Had Mom been narrated from Mathew’s point of view, it might have fulfilled its neo-noir ambitions, but it ends up satisfying neither the thriller genre conventions nor the requirements of a psychological drama of a family coping with rape.
Udyawar’s decision to let scenes run on benefits his perfectly chosen cast the most. Sridevi turns out a superbly controlled central performance, one that is low on psychological logic but high on emotional impact. Devaki’s behaviour isn’t always consistent with her actions, but the actor who plays her is always alert to the possibilities of every scene. Sridevi has several standout moments despite occasional scenes in which her facial muscles don’t seem to be matching her tremulous voice. Devaki’s all-too-human dithering makes her an unlikely heroine, and Sridevi’s ability to share scenes without overpowering her co-stars allows all of them to make their mark in a movie dominated by Devaki’s journey. Sajal Ali too turns out a commendably sensitive performance as the rape victim who struggles to make sense of her condition.

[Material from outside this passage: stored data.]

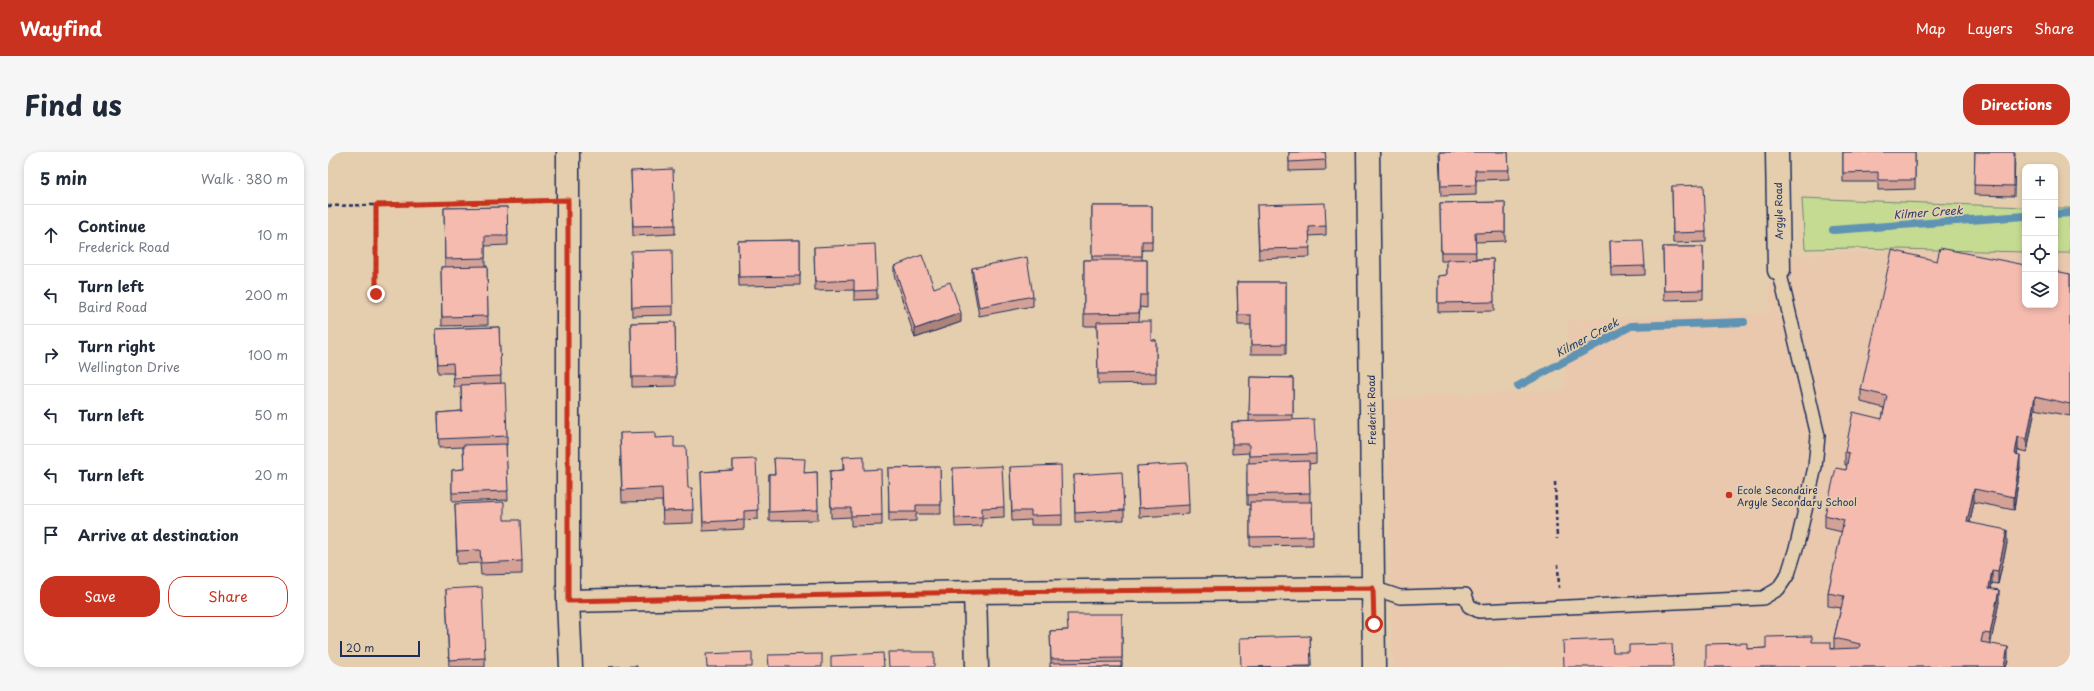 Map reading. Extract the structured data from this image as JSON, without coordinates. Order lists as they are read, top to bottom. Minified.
{"streets":{"street":["Argyle Road","Frederick Road"]},"water":["Kilmer Creek"],"places":["Ecole Secondaire Argyle Secondary School"],"scale_bar":"20 m","page":{"header":"Wayfind","nav":["Map","Layers","Share"],"title":"Find us","buttons":["Directions",["Save","Share"]],"heading":["5 min","Walk · 380 m"],"map_buttons":["+","−"],"list":[["Continue","Frederick Road","10 m"],["Turn left","Baird Road","200 m"],["Turn right","Wellington Drive","100 m"],["Turn left","50 m"],["Turn left","20 m"],"Arrive at destination"],"scale":"20 m"}} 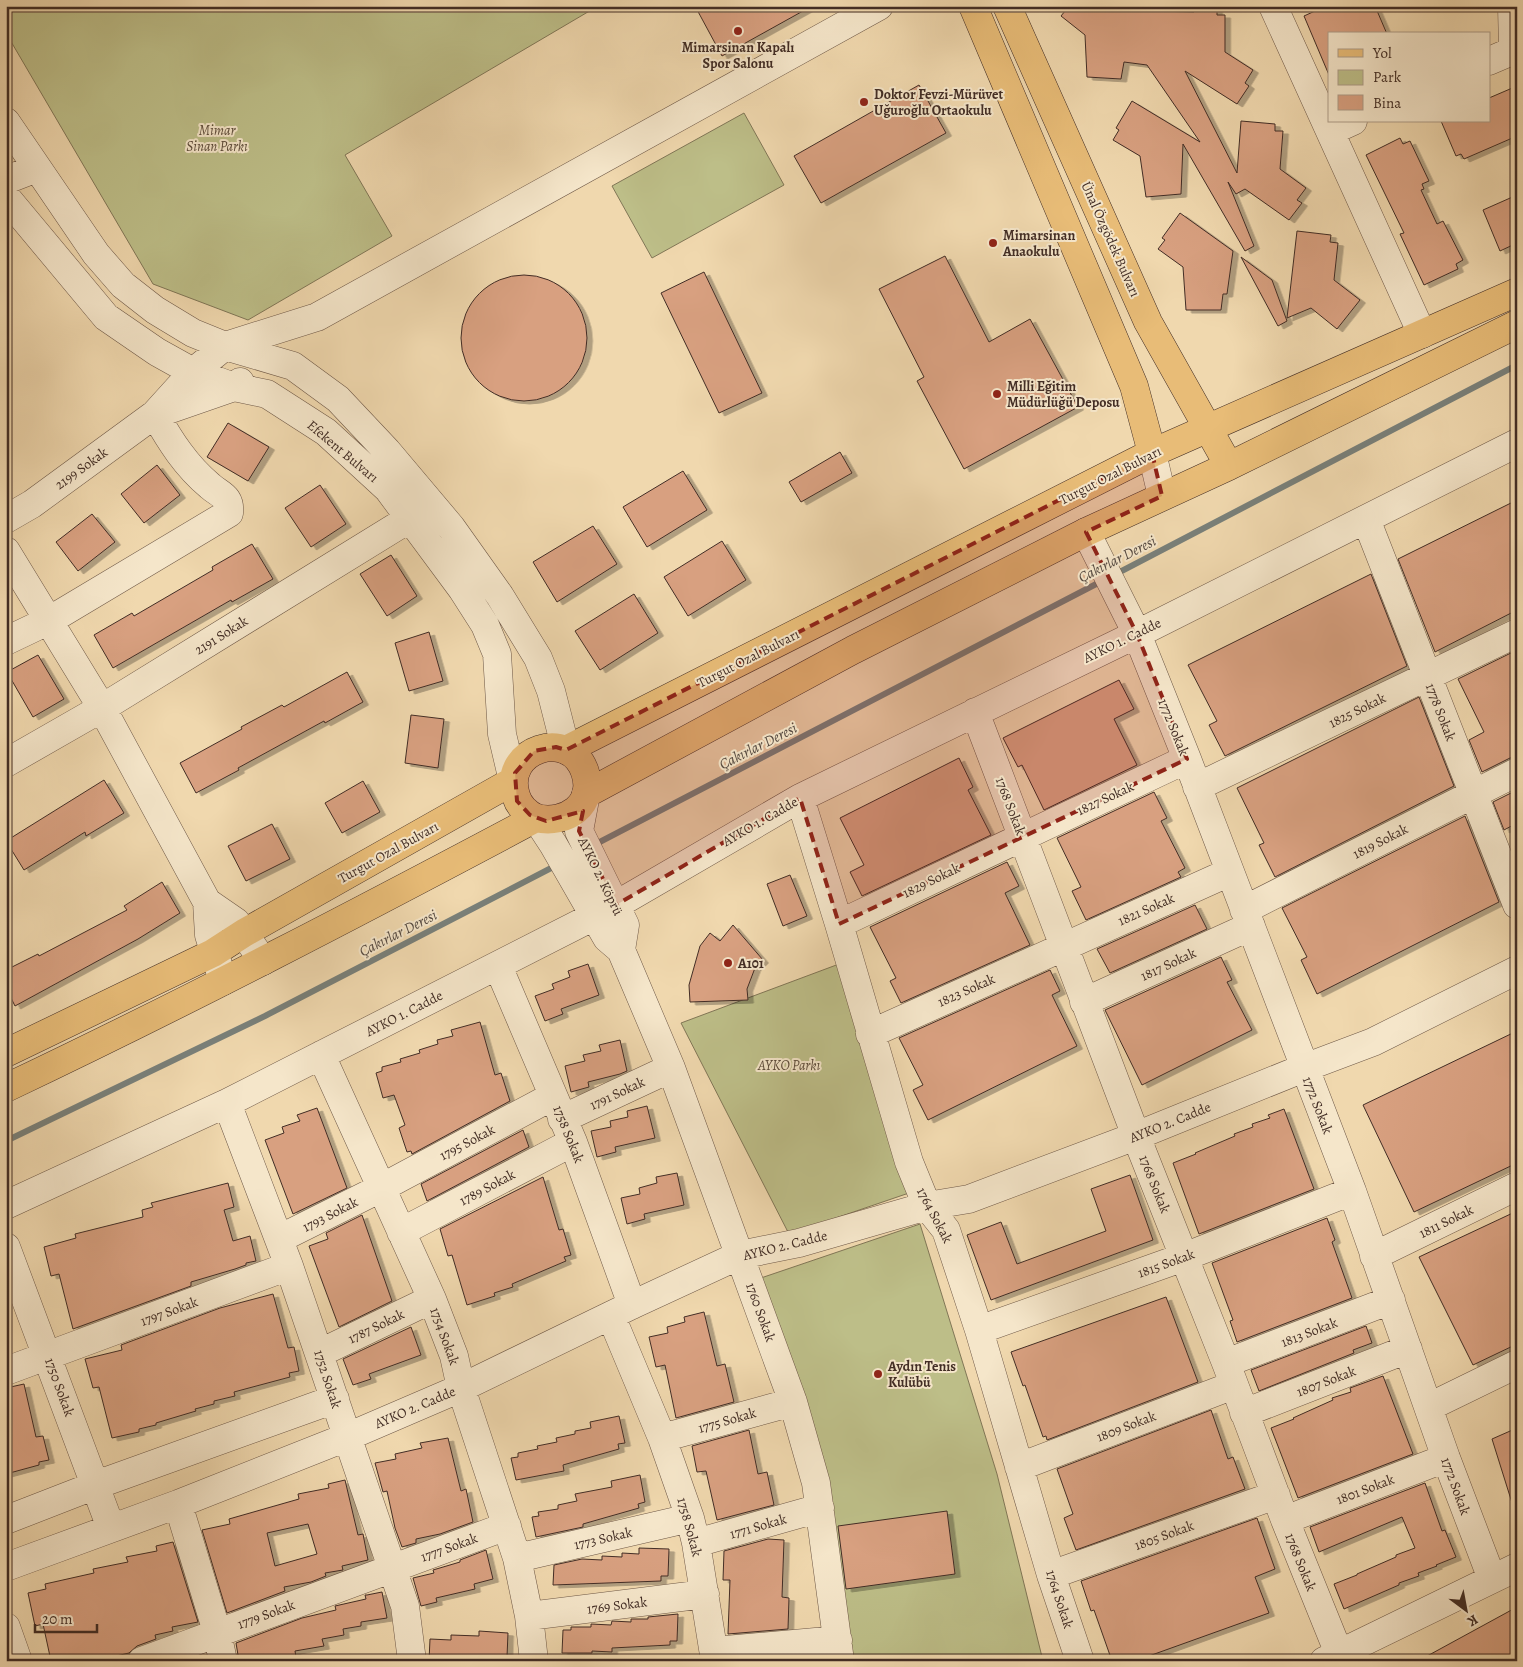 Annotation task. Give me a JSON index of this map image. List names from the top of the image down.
{
  "streets": {
    "main road": ["Ünal Özgödek Bulvarı", "Efekent Bulvarı", "Turgut Ozal Bulvarı"],
    "street": [
      "2199 Sokak",
      "2191 Sokak",
      "AYKO 1. Cadde",
      "1825 Sokak",
      "1778 Sokak",
      "1772 Sokak",
      "1827 Sokak",
      "1768 Sokak",
      "1819 Sokak",
      "AYKO 2. Köprü",
      "1829 Sokak",
      "1821 Sokak",
      "1817 Sokak",
      "1823 Sokak",
      "1791 Sokak",
      "AYKO 2. Cadde",
      "1758 Sokak",
      "1795 Sokak",
      "1789 Sokak",
      "1793 Sokak",
      "1764 Sokak",
      "1811 Sokak",
      "1815 Sokak",
      "1797 Sokak",
      "1760 Sokak",
      "1787 Sokak",
      "1813 Sokak",
      "1754 Sokak",
      "1752 Sokak",
      "1807 Sokak",
      "1750 Sokak",
      "1775 Sokak",
      "1809 Sokak",
      "1801 Sokak",
      "1771 Sokak",
      "1805 Sokak",
      "1773 Sokak",
      "1777 Sokak",
      "1769 Sokak",
      "1779 Sokak"
    ]
  },
  "crossings": [
    ["Ünal Özgödek Bulvarı", "Turgut Ozal Bulvarı"],
    ["Efekent Bulvarı", "Turgut Ozal Bulvarı"],
    ["Efekent Bulvarı", "2191 Sokak"],
    ["Efekent Bulvarı", "AYKO 2. Köprü"],
    ["Turgut Ozal Bulvarı", "AYKO 2. Köprü"],
    ["AYKO 1. Cadde", "1778 Sokak"],
    ["AYKO 1. Cadde", "1772 Sokak"],
    ["AYKO 1. Cadde", "1768 Sokak"],
    ["AYKO 1. Cadde", "AYKO 2. Köprü"],
    ["AYKO 1. Cadde", "1758 Sokak"],
    ["AYKO 1. Cadde", "1764 Sokak"],
    ["AYKO 1. Cadde", "1754 Sokak"],
    ["AYKO 1. Cadde", "1752 Sokak"],
    ["1825 Sokak", "1778 Sokak"],
    ["1825 Sokak", "1772 Sokak"],
    ["1778 Sokak", "1819 Sokak"],
    ["1772 Sokak", "1827 Sokak"],
    ["1772 Sokak", "1819 Sokak"],
    ["1772 Sokak", "1821 Sokak"],
    ["1772 Sokak", "1817 Sokak"],
    ["1772 Sokak", "AYKO 2. Cadde"],
    ["1772 Sokak", "1811 Sokak"],
    ["1772 Sokak", "1815 Sokak"],
    ["1772 Sokak", "1813 Sokak"],
    ["1772 Sokak", "1807 Sokak"],
    ["1772 Sokak", "1801 Sokak"],
    ["1827 Sokak", "1768 Sokak"],
    ["1827 Sokak", "1829 Sokak"],
    ["1768 Sokak", "1829 Sokak"],
    ["1768 Sokak", "1821 Sokak"],
    ["1768 Sokak", "1817 Sokak"],
    ["1768 Sokak", "1823 Sokak"],
    ["1768 Sokak", "AYKO 2. Cadde"],
    ["1768 Sokak", "1815 Sokak"],
    ["1768 Sokak", "1813 Sokak"],
    ["1768 Sokak", "1807 Sokak"],
    ["1768 Sokak", "1809 Sokak"],
    ["1768 Sokak", "1801 Sokak"],
    ["1768 Sokak", "1805 Sokak"],
    ["1819 Sokak", "1817 Sokak"],
    ["AYKO 2. Köprü", "1760 Sokak"],
    ["1829 Sokak", "1764 Sokak"],
    ["1821 Sokak", "1823 Sokak"],
    ["1823 Sokak", "1764 Sokak"],
    ["1791 Sokak", "1758 Sokak"],
    ["1791 Sokak", "1795 Sokak"],
    ["1791 Sokak", "1789 Sokak"],
    ["1791 Sokak", "1760 Sokak"],
    ["AYKO 2. Cadde", "1758 Sokak"],
    ["AYKO 2. Cadde", "1764 Sokak"],
    ["AYKO 2. Cadde", "1760 Sokak"],
    ["AYKO 2. Cadde", "1754 Sokak"],
    ["AYKO 2. Cadde", "1752 Sokak"],
    ["AYKO 2. Cadde", "1750 Sokak"],
    ["1758 Sokak", "1795 Sokak"],
    ["1758 Sokak", "1789 Sokak"],
    ["1758 Sokak", "1775 Sokak"],
    ["1758 Sokak", "1771 Sokak"],
    ["1758 Sokak", "1773 Sokak"],
    ["1758 Sokak", "1769 Sokak"],
    ["1795 Sokak", "1789 Sokak"],
    ["1795 Sokak", "1793 Sokak"],
    ["1795 Sokak", "1754 Sokak"],
    ["1789 Sokak", "1754 Sokak"],
    ["1793 Sokak", "1754 Sokak"],
    ["1793 Sokak", "1752 Sokak"],
    ["1764 Sokak", "1815 Sokak"],
    ["1764 Sokak", "1809 Sokak"],
    ["1764 Sokak", "1805 Sokak"],
    ["1797 Sokak", "1752 Sokak"],
    ["1797 Sokak", "1750 Sokak"],
    ["1760 Sokak", "1775 Sokak"],
    ["1760 Sokak", "1771 Sokak"],
    ["1787 Sokak", "1754 Sokak"],
    ["1787 Sokak", "1752 Sokak"],
    ["1813 Sokak", "1809 Sokak"],
    ["1754 Sokak", "1773 Sokak"],
    ["1754 Sokak", "1777 Sokak"],
    ["1754 Sokak", "1769 Sokak"],
    ["1752 Sokak", "1777 Sokak"],
    ["1752 Sokak", "1779 Sokak"],
    ["1801 Sokak", "1805 Sokak"],
    ["1771 Sokak", "1773 Sokak"],
    ["1777 Sokak", "1779 Sokak"]
  ],
  "water": ["Çakırlar Deresi"],
  "parks": ["Mimar Sinan Parkı", "AYKO Parkı"],
  "places": [
    "Mimarsinan Kapalı Spor Salonu",
    "Doktor Fevzi-Mürüvet Uğuroğlu Ortaokulu",
    "Mimarsinan Anaokulu",
    "Milli Eğitim Müdürlüğü Deposu",
    "A101",
    "Aydın Tenis Kulübü"
  ],
  "legend": ["Yol", "Park", "Bina"],
  "scale_bar": "20 m",
  "north": "bottom right"
}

If Arya fades out of view, it’s because of the fidelity that Mom displays to the rape revenge drama template. Sexual assault in movies is depicted as the end of the world for the survivors (a line in Mom says that there can be no worse punishment than living with the experience), and the only form of justice is the death penalty. Such simplistic and flawed thinking has rarely been challenged by filmmakers keen on providing a cathartic solution to a complex crime. Rape becomes an excuse to unleash the righteous lone wolf who does the work of the police and the courts, and locks the assault survivor into permanent victimhood.
In Mom, Arya is the frozen shoulder over which Devaki aims her volleys. Reduced to a mass of bruises and tears, Arya disappears into the background. By devoting itself to Devaki’s journey, the movie misses out on Arya’s plight. Arya is the casualty first of a misogynistic culture and secondly of a reductive attitude to her importance in the scheme of things. Never once does she get to say, not in my name.